Lifting on an empty stomach, will it effect me putting on mass? I'll eat after the workout? is this ok?


----------



## durk (Aug 13, 2005)

actually you get best results if you wait an hour and a half before lifting and then half an hour to 45 min. after working out before you finally eat but all the while eating nothing in between those 2 time frames you can eat before the hour and a half, and then 30-45 min. after your workout to give the pump time to work its magic without getting interupted.


----------



## Mudge (Aug 13, 2005)

Before, during, and after training are your most important moments of the day as far as your "anabolic window" goes.

As for after your workout, you have about 90 minutes, the sooner the better. There is no reason at all to wait 30 minutes or any period of time after your workout. You need an insulin spike and you need protein, creatine pre/post workout I also do currently.

I have no idea what "pump time" is. Sounds like a 4th dimension. If your blood has no nutrients in it, your "pump time" is about as usefull to your workout as a penis pump.


----------



## JayBee (Aug 13, 2005)

i prefer to lift on an empty somach.. that way if i puke or something i didnt waste all that food.   my pre workout meal is about 2 hours before my workout.  then i eat everything and anything directly after a workout.


----------



## GFR (Aug 13, 2005)

JayBee said:
			
		

> i prefer to lift on an empty somach.. that way if i puke or something i didnt waste all that food*This is some funny stuff* .   my pre workout meal is about 2 hours before my workout.  then i eat everything and anything directly after a workout.


I never lift on an empty stomach, but will do cardio .
As far as eating 30 min after I agree with this.....but you can have whey protein immediately after a workout.


----------



## JayBee (Aug 14, 2005)

haha ya lately ive had a tendency to puke during workouts and since i buy all my own groceries now its like... i dont wanna fuckin waste it haha.


----------



## CowPimp (Aug 14, 2005)

I usually try to eat about 30-60 minutes before working out, again immediately after working, and finally once more another 30-60 minutes after my post workout meal.

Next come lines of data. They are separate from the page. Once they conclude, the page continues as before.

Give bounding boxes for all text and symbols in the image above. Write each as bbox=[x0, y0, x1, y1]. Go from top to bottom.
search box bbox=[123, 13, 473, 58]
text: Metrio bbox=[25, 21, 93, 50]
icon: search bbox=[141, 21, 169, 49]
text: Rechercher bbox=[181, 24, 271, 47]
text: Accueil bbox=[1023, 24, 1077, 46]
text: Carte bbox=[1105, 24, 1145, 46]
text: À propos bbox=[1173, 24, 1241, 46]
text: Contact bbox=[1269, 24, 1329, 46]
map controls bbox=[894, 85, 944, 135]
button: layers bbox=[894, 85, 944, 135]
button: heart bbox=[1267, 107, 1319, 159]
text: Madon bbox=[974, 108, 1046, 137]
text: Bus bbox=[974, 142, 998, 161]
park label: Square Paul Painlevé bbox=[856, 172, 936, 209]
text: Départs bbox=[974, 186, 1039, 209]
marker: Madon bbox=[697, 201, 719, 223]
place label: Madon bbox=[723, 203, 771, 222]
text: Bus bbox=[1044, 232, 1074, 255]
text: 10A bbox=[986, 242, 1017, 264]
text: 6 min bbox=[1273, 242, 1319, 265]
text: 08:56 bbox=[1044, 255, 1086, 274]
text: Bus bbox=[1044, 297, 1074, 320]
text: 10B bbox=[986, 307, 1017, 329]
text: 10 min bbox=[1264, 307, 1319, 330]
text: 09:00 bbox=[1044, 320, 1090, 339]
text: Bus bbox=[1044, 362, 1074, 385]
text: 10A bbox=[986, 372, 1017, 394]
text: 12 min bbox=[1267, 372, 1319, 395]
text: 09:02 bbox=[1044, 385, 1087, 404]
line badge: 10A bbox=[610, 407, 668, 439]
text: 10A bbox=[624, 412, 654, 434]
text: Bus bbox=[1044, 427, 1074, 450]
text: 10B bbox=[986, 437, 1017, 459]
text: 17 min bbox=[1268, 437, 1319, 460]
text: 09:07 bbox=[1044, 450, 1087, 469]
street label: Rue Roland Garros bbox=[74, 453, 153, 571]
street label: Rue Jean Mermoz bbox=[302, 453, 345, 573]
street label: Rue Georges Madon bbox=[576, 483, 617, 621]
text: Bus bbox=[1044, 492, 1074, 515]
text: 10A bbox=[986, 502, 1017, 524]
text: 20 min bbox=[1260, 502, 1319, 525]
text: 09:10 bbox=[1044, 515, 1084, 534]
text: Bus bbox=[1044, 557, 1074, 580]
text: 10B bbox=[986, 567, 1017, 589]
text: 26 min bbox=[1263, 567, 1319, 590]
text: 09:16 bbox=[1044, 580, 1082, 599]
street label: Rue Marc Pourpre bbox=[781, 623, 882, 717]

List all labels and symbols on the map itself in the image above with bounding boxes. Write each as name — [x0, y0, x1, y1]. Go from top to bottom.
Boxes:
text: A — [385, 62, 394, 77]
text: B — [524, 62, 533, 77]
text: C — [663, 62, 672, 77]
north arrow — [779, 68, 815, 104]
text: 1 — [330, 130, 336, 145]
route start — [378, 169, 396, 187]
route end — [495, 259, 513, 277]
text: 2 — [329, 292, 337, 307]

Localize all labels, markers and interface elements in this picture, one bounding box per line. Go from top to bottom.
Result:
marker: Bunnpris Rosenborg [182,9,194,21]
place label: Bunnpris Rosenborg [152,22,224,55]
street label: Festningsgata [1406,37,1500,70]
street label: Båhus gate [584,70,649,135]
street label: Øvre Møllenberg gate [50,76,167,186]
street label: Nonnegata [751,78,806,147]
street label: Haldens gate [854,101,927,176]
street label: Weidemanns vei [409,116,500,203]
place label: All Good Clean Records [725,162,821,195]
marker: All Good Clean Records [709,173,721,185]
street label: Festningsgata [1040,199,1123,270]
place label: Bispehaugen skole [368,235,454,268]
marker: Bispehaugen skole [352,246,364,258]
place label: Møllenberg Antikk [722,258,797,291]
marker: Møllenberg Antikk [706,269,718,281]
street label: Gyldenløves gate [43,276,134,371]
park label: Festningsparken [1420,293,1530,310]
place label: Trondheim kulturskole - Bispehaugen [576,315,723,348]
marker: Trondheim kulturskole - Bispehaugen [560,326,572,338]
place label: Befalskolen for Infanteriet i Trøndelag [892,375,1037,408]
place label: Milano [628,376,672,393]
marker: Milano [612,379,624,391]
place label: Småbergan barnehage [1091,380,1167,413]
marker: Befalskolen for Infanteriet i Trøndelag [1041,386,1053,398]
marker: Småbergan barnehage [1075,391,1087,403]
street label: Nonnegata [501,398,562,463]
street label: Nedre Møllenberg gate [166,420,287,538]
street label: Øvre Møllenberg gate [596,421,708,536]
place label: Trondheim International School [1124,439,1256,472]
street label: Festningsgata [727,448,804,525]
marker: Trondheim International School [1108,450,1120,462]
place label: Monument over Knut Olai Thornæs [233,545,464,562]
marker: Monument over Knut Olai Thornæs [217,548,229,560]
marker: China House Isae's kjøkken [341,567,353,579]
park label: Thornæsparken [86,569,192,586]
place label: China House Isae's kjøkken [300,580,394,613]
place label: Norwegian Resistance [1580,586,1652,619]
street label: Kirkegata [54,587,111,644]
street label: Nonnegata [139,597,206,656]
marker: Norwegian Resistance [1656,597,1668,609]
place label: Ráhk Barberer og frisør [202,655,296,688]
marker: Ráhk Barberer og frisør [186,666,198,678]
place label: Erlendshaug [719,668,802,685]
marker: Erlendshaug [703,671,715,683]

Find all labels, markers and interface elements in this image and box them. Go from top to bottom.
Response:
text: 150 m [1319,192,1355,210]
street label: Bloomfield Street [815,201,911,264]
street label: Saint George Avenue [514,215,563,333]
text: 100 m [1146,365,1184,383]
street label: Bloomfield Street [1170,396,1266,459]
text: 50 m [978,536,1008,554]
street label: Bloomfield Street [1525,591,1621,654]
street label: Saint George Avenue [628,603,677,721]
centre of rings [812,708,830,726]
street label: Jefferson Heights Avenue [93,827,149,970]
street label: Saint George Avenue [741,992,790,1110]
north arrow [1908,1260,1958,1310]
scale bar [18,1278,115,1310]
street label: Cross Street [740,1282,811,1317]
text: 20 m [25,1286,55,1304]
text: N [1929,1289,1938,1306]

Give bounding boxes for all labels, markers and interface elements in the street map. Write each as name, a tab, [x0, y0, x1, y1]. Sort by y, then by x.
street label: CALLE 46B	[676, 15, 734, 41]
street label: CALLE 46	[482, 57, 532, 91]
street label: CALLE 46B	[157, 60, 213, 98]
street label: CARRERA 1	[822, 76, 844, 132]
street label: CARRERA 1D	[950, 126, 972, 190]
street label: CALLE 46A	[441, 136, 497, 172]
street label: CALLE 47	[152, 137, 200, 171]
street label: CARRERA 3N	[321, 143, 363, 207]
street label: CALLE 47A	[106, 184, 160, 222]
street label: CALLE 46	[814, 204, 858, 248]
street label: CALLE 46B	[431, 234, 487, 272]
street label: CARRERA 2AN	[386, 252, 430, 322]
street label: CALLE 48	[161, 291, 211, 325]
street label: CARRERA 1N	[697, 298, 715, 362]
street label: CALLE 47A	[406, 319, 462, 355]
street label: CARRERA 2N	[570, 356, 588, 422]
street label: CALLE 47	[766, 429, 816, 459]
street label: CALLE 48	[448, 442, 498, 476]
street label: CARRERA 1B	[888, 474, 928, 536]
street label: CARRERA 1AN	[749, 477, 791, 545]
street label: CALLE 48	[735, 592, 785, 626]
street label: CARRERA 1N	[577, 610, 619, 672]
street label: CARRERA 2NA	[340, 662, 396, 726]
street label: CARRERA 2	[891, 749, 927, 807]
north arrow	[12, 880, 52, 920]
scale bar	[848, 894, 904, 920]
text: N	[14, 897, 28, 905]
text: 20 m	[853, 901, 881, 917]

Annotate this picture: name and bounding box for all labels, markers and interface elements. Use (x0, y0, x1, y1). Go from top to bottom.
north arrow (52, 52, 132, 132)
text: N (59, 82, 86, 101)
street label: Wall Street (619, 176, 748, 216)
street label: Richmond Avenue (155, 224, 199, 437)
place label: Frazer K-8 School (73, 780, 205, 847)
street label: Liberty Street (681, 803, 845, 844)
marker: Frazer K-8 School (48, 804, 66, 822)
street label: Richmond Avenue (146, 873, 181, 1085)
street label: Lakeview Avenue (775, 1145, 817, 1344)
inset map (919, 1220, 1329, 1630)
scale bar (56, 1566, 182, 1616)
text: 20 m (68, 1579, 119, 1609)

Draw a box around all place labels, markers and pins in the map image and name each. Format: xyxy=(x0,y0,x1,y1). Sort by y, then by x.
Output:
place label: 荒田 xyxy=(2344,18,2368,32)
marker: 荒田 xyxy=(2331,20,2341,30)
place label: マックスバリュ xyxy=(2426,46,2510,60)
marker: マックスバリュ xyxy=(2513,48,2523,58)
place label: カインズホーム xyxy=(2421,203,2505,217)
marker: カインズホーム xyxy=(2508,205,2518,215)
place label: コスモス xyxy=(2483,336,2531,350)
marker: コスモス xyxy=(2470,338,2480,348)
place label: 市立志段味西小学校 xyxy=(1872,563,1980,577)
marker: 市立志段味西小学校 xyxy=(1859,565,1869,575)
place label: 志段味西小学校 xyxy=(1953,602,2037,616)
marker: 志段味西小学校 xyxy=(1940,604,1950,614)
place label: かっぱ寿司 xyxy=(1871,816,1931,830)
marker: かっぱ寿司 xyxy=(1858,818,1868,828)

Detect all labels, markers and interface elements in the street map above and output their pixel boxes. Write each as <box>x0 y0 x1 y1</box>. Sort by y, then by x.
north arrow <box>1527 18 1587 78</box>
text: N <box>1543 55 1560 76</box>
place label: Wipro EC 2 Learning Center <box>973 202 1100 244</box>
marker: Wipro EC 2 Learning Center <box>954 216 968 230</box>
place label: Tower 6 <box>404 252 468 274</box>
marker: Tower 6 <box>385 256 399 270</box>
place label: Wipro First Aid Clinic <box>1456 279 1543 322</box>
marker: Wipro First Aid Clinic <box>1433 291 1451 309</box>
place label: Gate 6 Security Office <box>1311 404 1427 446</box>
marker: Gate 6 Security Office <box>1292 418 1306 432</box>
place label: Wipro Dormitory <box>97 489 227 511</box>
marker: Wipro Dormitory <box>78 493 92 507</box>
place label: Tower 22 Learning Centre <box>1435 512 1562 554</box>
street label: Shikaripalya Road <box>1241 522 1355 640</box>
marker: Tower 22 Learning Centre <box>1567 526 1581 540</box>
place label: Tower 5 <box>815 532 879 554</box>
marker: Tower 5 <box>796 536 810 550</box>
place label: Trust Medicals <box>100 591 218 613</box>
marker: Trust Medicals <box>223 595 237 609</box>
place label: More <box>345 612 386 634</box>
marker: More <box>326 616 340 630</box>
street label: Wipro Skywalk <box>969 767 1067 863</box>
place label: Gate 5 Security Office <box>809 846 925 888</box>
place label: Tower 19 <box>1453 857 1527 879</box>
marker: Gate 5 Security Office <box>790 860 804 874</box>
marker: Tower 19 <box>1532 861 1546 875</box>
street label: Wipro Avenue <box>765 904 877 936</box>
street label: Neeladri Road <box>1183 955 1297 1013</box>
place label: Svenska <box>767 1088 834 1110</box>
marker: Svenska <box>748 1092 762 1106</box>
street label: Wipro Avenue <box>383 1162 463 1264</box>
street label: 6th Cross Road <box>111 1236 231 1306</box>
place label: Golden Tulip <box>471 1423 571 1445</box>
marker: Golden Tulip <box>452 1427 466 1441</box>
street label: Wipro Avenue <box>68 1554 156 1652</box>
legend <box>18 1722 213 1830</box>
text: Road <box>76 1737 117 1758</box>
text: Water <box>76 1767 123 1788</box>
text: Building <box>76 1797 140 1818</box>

I don't suggest lifting on an empty stomach.  If you are trying to put on mass, you should never do taxing physical activity on a totally empty stomach.


----------



## pereari (Aug 14, 2005)

why do you guys eat on a pre workout meal?????


----------



## ReelBigFish (Aug 14, 2005)

i'm guessing you meant "what". I eat 8-10 eggwhites and 1c. oats. 

You should always eat before lifting. When you lift you're doing anaerobic activity which means your body is burning glycogen to create ATP, for energy to your muscles. w/out proper nutrition before, your body will burn muscle to make glucose, via glucogenisis. So EAT!


----------



## Mudge (Aug 14, 2005)

Right before my workout I dont take in a meal, just sugars (or a potato), creatine, and some whey protein. Then Gatorade during the workout.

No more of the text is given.